Two black swans in Regents Park

I believe it’s a symptom of getting old that I become less apologetic about being sentimental about animals. And birds. And especially birds who evidently have something a lot like a romantic relationship. Like these two, for instance.

Or, these two:

I encountered these two love-birds in Regents Park, in April 2005. This being after I had descending from Primrose Hill, where I had been photoing the Big Things of central London, from a great distance, with a camera that needed to be a lot better. At the time, it was the Big Thing photos that continued to interest me, and not these birds at all, until now. And while I was photoing them, I was probably just as interested in how that fence was reflected in the water as I was in the birds.

Just as there is confusion about whether the two birds by the river, linked to above in this, were ducks or geese, so too, these “swans” would appear really to be geese, approximately speaking. And according to this piece, geese can live for as much as twenty years. So, this Evening Standard piece dated January 2013, also about a pair of black swans in Regents Park, is probably about the couple I photoed.

If so, it seems that the birds I photoed split up, were then reunited, and then ended as a couple when the lady black swan got killed by a fox. Foxes eh? Cute, but no respect for bird rights.

One thought on “Two black swans in Regents Park”

  1. I have a story here.

    Just north of Stoke Newington, there is a winding section of the New River between Finsbury Park and The Castle Climbing Centre. This is right next to some wetlands. As I was walking the new river, I stopped and took a series of photos of geese and swans and various other birds.
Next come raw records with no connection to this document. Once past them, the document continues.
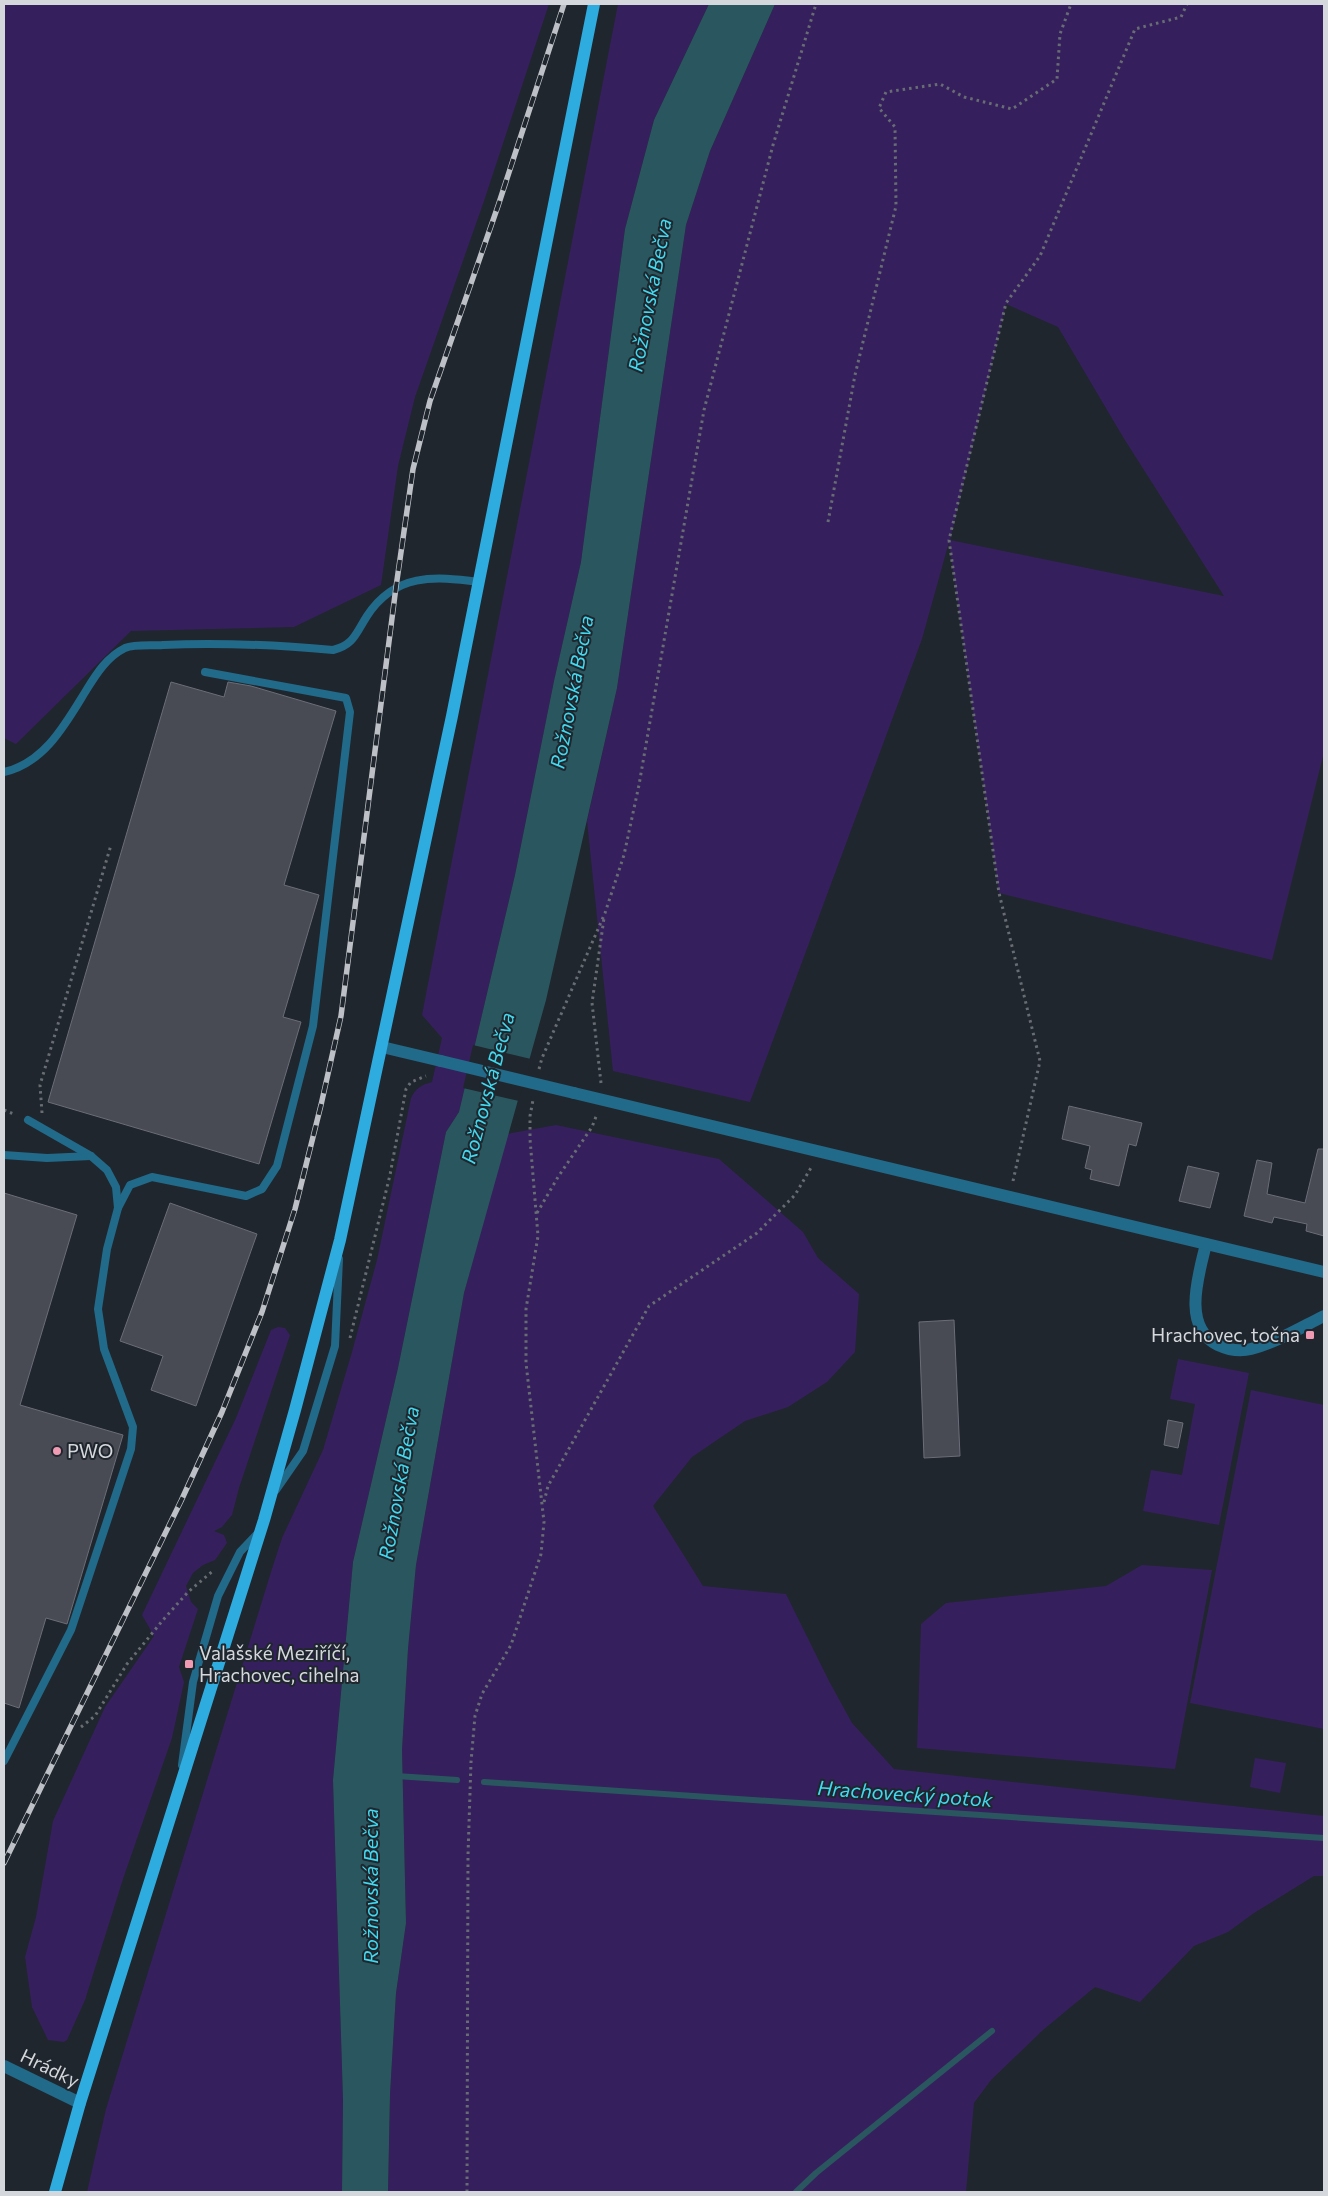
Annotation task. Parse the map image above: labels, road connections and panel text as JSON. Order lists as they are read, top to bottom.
{
  "streets": {
    "street": ["Hrádky"]
  },
  "water": ["Rožnovská Bečva", "Hrachovecký potok"],
  "places": {
    "transit": ["Hrachovec, točna", "Valašské Meziříčí, Hrachovec, cihelna"],
    "other": ["PWO"]
  }
}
On the other side of the path was some rather drab public housing which did have some open gardens, and in one of these gardens were a couple of young men drinking beer. The decided to mock me and laugh at me for having enthusiastically taken photographs of birds for a few minutes.

    As it happens, this section of path is also part of the Capital Ring, and a couple of years later I walked that path and therefore walked the same section again. The rather drab public housing had since been demolished and a new development was being constructed there. This caused me to feel satisfaction.